Public Domain means you can legally take their code, riddle it with malware, and distribute, claiming that's the real and true Direct File source code, and you are its author. What you do with malware is a different legal issue of course.

So I'm not sure proving you are commit owner by signing it is really helpful if anyone can do it as well, and there's no copyright holder to decide who's right.

1 comments

Copyright doesn't have anything to do with it, even remotely. I don't care who owns it or who claims to own it. But it may be useful to verify that the commit came from the government.
But how do you verify?

Let's say you see a green checkmark on GitHub that confirms the commit was really made by GitHub user @totally_legit_government_absolutely_not_hacker.

Unless you already have their public GPG key in your private keychain, and you marked it as "trusted" previously, there's not really much more info to that.

UPDATE: besides, the government is like a million people, some of them are malicious actors.

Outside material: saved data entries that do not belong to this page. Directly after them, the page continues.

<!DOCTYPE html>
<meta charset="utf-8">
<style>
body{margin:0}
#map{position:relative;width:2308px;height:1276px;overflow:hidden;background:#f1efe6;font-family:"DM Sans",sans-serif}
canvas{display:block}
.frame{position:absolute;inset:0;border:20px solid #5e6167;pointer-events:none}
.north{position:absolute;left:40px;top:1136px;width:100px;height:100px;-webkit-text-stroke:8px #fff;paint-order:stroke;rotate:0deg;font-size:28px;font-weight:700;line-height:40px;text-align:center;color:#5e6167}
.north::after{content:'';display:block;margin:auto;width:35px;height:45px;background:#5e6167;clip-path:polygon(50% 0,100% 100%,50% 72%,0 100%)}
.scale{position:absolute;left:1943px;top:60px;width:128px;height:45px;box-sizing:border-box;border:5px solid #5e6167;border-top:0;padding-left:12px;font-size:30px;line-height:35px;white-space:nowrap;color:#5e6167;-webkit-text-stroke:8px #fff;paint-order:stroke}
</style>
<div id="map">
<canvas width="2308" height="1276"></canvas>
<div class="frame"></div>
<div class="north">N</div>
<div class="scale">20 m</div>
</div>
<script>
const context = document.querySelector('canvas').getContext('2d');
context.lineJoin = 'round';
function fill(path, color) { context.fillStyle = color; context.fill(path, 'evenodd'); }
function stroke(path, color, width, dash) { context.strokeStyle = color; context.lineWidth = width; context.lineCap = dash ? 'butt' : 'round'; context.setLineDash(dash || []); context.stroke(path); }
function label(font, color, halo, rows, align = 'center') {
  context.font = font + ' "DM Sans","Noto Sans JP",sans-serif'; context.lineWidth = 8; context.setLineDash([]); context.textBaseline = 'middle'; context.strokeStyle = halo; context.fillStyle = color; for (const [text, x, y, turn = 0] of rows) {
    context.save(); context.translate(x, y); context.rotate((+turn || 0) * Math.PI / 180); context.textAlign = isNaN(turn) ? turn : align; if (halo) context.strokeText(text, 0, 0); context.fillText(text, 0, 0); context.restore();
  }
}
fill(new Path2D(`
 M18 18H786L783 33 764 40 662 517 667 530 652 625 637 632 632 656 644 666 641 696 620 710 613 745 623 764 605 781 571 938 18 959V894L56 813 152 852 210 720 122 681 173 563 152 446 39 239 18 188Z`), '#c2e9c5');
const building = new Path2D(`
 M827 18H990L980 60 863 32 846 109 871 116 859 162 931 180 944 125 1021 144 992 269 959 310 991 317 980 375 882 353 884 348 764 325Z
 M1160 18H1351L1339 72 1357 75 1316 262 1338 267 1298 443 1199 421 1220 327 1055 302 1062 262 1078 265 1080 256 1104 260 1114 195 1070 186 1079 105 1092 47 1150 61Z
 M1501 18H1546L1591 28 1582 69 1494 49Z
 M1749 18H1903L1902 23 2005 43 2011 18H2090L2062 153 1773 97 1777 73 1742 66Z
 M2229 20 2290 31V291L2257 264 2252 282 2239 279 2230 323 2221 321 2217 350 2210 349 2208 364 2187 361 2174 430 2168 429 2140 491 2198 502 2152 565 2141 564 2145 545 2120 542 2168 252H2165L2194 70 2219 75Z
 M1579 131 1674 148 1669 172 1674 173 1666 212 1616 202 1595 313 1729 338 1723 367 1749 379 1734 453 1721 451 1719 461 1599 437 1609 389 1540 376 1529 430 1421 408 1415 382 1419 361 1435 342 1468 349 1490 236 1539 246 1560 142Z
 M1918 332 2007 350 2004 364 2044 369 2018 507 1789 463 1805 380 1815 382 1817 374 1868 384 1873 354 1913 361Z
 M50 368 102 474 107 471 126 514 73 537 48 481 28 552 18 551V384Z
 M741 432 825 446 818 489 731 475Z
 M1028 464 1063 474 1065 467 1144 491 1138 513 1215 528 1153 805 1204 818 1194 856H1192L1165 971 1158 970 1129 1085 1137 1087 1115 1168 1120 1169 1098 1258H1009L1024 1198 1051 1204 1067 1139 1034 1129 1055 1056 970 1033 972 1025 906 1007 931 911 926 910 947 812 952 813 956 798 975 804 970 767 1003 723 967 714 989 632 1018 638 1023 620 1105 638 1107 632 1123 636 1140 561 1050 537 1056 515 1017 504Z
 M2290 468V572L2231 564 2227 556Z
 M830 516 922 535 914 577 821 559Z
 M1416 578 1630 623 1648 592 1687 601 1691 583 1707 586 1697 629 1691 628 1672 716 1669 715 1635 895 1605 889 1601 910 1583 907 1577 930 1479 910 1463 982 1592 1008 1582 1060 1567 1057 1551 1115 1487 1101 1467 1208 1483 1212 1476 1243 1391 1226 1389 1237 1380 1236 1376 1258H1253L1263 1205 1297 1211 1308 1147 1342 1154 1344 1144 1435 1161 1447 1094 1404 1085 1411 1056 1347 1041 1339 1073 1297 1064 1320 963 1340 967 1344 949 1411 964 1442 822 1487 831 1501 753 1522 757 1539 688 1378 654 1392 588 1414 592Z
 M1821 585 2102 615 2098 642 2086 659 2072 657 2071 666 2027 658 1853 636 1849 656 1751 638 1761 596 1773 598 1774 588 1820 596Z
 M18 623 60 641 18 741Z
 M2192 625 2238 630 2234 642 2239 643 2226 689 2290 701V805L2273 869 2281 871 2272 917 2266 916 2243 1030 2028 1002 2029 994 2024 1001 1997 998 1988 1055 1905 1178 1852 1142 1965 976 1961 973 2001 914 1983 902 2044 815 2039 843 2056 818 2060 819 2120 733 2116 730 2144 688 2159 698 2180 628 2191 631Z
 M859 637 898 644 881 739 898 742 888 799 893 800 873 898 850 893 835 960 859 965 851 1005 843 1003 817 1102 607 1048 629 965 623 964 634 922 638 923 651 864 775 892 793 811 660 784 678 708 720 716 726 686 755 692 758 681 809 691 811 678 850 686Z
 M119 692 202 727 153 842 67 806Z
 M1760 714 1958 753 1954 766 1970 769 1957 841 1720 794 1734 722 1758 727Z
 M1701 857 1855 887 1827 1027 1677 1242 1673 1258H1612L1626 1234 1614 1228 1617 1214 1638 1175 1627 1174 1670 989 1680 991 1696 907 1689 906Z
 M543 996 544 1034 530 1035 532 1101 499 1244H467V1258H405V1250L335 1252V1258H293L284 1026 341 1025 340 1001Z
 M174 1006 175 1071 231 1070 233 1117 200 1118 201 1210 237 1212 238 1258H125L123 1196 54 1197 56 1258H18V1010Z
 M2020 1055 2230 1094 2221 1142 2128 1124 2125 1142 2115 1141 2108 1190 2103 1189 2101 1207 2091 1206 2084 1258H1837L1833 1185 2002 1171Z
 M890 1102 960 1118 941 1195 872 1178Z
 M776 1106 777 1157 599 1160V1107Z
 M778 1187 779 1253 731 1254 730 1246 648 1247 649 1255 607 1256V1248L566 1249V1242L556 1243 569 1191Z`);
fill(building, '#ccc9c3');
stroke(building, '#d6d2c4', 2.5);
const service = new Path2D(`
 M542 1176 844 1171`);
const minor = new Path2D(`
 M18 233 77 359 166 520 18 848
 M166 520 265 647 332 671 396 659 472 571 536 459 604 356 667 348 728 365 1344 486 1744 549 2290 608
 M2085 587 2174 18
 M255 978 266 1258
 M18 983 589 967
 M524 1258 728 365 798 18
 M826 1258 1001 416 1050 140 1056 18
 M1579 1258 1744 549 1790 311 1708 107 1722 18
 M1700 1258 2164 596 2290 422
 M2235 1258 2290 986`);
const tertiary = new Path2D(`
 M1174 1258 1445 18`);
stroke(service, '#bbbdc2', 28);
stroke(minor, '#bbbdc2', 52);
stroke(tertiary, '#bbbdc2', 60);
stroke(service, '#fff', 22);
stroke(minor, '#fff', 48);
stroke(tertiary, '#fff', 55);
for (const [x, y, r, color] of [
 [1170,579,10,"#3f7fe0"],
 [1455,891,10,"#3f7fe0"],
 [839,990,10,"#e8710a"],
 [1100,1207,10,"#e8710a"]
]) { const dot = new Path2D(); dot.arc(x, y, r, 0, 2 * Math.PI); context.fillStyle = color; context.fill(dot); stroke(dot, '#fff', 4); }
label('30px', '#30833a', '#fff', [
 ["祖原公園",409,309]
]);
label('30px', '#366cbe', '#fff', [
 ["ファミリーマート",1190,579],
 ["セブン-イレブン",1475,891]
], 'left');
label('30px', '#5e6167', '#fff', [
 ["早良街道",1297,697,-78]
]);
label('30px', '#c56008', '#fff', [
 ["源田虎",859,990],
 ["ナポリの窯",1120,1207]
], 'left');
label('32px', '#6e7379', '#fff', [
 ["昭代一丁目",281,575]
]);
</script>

Setting aside malicious government employees, the authN part of this seems like something for which technical solutions exist. Governments could operate PKI trusts and link their employees’ development credentials (in the US, this would be a PIV card or something like it) to that certificate chain. Commits, or committer identity, could be signed via that chain. The dual security of “physical/secure individual credential signing via an available-on-internal-government-network-only authority”, with a public authority available for validation, seems like it would be so secure as to be … close enough for government work.
Yep, that would work. I just noted that current GitHub green checkmark doesn't really guarantee anything for the DirectFile repo.